MVP Proposal: User Trust and Reward System

Assuming that, as I have suggested with many other items, the various ‘x of this’ and ‘y of that’ are configurable on a per-instance & per-community basis, we can adjust these settings as needed.

2 Likes

Yes, they should be configurable at both levels. In addition, I recommend some pre-made “levels”, in much the same way that SE has privilege levels for private beta, public beta, established site, and SO. We won’t have those site types, but we’ll still have sites of different sizes, age, and activity level, and we should be able to change one setting rather than a couple dozen when tuning them. (I guess individual ones could still be tuned, but I hope we can define levels in a way that makes that not necessary most of the time.)

3 Likes

In general this sounds reasonable.

My only real objection is to trust level 3, “Constable”. You seem to view this as “moderator in training”, or “casual moderator”. However, it should also include “experienced user”. This level should also be earnable by someone who has shown commitment to the site and demonstrated they understand the norms by writing a lot of well-received posts or earned enough rep (or whatever we call it). These are the kind of people you want to have help policing the site. Right now you can only get there by doing a lot of janitorial work.

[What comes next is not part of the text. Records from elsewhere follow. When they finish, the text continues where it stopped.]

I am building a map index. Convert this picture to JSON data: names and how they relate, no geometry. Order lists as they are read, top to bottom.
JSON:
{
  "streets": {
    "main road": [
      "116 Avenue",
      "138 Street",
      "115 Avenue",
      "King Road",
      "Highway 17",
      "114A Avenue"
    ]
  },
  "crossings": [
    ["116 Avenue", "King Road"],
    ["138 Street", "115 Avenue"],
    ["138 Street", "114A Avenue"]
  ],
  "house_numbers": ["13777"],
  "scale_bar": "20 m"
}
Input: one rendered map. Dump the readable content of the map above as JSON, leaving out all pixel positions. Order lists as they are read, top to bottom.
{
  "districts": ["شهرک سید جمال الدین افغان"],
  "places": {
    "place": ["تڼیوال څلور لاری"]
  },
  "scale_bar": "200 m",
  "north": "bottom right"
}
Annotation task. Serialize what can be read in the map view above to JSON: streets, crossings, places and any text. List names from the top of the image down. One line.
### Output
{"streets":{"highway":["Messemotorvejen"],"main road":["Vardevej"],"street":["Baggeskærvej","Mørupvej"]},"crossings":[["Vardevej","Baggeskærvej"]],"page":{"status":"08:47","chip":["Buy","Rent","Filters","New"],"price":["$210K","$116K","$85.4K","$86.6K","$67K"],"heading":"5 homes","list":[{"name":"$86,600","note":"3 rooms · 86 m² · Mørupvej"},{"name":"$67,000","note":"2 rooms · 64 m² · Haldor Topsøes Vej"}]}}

This level should be achievable with the equivalent of maybe 1000 - 3000 SE rep. Maybe 100 well-received posts, at least half answers, with less than 5% total posts negatively received. Basically, we’re looking for some metric that this is a user that knows what he’s doing, has provided significant good content, and hasn’t been causing trouble.

  1. Rep doesn’t mean that someone is good at moderating. Plenty of people spend more time cleaning and helping others instead of writing answers to get rep and are arguably better at moderating.

  2. Flagging and Voting to Close both create janitorial work for others, if someone doesn’t want to do janitorial work, then I don’t see why they should get to create it for others. I have seen plenty of people who never bothered to go through the Review queues complain about quality or questions not being closed and I eventually tuned them out because they weren’t going to vote to close or delete from the review queues which meant that they weren’t actually going to vote to close.

3 Likes

It is a rough guide to how familiar you are with the site and understand its norms. Doing janitorial work doesn’t mean you are good at it, or moderating in general, either.

Flaging and voting is janitorial work.

That’s a very unfair metric, at least for people like me. When I was active, I read most questions directly. I handled things right there as I thought they were required. In other words, I did review a lot of questions, just that this activity was not measured by the system.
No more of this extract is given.